• **DATA SUPPLIED**
★ ★ ★
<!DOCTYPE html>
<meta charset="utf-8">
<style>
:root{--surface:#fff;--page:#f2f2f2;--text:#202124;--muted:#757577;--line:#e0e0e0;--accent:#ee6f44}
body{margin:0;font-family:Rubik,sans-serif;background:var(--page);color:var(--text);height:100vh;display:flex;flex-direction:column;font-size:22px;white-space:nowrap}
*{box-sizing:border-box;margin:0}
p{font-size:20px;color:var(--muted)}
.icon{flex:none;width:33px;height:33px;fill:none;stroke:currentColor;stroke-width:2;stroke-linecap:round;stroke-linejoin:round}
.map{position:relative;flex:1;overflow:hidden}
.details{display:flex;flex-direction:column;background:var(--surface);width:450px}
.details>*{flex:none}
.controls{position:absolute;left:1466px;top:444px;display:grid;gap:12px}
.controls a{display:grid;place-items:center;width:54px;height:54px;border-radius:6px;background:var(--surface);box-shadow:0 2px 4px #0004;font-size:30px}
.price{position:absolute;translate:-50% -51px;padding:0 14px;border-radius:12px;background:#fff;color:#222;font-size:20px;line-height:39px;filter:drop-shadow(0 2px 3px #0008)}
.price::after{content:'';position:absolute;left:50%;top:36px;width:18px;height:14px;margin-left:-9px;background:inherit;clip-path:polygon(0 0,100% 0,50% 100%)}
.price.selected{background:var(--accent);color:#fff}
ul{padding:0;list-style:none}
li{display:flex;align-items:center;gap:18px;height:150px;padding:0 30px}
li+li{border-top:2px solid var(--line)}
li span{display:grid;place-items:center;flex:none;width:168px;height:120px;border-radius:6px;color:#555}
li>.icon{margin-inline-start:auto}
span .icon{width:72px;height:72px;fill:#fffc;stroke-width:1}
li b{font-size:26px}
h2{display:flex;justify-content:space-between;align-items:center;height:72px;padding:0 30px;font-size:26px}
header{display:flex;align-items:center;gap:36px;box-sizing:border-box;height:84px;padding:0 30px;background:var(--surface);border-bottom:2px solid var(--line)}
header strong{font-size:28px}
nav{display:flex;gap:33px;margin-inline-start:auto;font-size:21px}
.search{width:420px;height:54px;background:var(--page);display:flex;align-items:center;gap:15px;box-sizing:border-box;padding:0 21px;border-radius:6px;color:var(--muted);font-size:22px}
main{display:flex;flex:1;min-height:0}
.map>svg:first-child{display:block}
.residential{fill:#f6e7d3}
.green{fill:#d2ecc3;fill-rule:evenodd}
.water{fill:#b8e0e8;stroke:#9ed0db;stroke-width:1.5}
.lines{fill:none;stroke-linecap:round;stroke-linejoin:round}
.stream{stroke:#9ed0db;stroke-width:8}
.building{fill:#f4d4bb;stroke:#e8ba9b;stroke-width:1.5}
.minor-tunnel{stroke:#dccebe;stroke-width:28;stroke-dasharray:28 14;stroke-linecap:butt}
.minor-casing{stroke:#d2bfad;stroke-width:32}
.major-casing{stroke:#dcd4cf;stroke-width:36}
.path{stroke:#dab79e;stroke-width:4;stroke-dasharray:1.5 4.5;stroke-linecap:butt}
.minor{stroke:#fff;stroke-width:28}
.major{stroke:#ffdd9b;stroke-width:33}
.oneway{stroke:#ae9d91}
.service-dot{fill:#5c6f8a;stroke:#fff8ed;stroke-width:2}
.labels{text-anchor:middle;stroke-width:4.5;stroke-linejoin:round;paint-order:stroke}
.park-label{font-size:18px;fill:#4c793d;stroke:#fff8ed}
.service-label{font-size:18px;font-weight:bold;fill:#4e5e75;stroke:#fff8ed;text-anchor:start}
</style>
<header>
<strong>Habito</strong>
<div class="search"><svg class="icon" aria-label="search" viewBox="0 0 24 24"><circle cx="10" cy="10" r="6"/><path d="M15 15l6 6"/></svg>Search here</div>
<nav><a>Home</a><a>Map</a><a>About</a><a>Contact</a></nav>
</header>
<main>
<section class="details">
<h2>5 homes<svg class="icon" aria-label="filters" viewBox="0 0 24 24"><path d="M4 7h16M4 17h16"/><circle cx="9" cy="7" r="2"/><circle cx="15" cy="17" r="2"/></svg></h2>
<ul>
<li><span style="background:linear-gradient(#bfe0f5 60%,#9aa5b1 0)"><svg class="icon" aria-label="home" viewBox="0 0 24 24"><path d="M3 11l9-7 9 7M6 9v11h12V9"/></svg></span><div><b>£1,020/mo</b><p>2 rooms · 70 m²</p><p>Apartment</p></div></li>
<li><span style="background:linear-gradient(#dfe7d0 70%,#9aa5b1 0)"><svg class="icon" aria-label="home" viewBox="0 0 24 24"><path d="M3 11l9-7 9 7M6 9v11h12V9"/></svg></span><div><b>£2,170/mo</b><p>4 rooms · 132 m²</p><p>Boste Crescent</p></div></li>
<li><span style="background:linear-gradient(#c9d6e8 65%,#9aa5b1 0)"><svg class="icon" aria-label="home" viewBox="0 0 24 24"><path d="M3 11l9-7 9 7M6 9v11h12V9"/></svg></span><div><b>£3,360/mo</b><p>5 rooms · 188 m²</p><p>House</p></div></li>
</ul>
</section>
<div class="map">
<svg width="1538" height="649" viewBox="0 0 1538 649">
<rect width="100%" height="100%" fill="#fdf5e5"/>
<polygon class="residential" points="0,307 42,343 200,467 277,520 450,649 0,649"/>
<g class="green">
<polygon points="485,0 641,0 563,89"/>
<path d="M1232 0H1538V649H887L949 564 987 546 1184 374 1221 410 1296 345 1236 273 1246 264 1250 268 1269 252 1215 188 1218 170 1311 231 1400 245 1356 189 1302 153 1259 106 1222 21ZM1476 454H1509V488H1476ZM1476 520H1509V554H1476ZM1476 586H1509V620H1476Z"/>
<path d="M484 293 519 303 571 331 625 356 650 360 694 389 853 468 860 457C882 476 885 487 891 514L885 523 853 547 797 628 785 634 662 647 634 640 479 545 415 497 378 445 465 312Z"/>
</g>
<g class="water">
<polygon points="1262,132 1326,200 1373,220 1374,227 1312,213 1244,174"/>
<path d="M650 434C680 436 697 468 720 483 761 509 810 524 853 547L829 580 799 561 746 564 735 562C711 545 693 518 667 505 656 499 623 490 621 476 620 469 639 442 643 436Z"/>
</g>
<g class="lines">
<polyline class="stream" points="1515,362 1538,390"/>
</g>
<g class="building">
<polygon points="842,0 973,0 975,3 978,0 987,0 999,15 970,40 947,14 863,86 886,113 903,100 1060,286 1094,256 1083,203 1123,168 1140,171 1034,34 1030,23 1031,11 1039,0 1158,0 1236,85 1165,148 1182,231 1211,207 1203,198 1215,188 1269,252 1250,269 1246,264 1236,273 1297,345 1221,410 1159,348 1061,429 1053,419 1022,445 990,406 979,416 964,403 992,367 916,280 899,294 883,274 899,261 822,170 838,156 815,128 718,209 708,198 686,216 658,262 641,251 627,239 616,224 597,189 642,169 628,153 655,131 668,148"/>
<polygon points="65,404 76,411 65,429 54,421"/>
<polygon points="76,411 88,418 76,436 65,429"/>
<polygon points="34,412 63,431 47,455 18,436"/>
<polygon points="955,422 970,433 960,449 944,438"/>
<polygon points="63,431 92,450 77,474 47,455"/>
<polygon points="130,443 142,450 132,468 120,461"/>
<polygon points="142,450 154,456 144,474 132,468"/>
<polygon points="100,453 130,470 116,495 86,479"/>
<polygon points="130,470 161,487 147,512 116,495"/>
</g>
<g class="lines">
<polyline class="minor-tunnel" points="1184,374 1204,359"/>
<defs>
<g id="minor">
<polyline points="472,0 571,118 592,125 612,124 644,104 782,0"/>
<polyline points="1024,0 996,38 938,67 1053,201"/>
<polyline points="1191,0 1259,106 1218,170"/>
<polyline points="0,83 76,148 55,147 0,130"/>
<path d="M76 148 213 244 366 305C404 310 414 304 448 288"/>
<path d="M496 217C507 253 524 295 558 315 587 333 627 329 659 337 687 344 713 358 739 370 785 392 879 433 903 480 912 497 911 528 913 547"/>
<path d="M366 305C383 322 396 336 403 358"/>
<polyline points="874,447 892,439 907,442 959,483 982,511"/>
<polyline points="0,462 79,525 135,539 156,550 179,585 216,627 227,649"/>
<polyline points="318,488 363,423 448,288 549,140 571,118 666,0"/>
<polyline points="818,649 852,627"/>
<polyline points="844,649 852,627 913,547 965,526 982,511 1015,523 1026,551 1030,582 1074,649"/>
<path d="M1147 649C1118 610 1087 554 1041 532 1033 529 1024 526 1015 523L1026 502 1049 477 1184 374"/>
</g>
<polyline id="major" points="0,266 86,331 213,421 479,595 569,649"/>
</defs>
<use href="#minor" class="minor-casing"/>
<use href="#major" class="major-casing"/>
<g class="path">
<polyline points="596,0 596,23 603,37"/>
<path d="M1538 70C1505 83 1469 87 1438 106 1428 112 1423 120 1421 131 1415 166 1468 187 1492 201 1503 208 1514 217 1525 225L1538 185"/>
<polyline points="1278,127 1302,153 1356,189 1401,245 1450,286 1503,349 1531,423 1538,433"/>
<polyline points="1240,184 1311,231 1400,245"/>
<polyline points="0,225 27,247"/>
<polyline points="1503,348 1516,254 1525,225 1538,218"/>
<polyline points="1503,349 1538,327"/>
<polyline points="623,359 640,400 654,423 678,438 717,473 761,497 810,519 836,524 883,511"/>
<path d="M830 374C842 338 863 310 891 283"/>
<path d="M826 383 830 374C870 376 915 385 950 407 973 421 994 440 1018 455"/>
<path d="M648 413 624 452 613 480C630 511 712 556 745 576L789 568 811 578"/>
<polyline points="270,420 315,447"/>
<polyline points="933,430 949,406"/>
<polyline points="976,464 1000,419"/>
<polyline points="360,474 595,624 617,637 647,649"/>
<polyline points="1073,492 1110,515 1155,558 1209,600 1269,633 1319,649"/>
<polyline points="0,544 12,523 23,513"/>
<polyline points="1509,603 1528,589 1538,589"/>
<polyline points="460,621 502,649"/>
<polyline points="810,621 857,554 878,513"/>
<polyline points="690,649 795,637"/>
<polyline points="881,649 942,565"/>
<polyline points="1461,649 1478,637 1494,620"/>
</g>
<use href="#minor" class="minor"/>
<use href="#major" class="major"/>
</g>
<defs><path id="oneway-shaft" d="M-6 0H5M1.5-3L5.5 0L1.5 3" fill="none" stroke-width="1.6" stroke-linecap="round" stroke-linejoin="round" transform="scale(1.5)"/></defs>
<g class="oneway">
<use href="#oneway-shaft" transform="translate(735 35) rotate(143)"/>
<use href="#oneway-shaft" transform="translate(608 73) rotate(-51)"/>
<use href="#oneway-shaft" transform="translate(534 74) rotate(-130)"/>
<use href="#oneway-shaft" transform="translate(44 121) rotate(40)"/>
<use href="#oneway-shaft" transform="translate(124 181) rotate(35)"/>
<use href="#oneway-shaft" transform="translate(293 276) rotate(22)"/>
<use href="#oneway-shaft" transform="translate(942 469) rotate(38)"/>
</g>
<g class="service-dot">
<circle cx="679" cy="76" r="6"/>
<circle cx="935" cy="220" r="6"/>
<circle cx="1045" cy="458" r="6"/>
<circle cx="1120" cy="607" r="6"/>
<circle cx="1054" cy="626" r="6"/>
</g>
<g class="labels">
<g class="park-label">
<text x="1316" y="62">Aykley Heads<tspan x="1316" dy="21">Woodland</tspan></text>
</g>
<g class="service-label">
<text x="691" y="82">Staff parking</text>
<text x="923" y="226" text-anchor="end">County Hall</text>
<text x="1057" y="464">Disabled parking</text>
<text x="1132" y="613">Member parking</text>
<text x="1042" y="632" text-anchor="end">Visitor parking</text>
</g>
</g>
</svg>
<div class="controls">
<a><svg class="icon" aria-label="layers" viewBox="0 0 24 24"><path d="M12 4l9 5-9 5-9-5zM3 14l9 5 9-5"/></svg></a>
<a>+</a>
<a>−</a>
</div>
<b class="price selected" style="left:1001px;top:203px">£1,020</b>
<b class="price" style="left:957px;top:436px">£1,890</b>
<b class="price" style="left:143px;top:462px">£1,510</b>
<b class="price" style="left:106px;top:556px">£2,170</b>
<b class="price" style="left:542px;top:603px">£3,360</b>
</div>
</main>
★ ★ ★
• **EXERCISE**
In the lines above, find the word "casing" and copy every line it occurs in.

• **RESPONSE TO THIS EXERCISE**
.minor-casing{stroke:#d2bfad;stroke-width:32}
.major-casing{stroke:#dcd4cf;stroke-width:36}
<use href="#minor" class="minor-casing"/>
<use href="#major" class="major-casing"/>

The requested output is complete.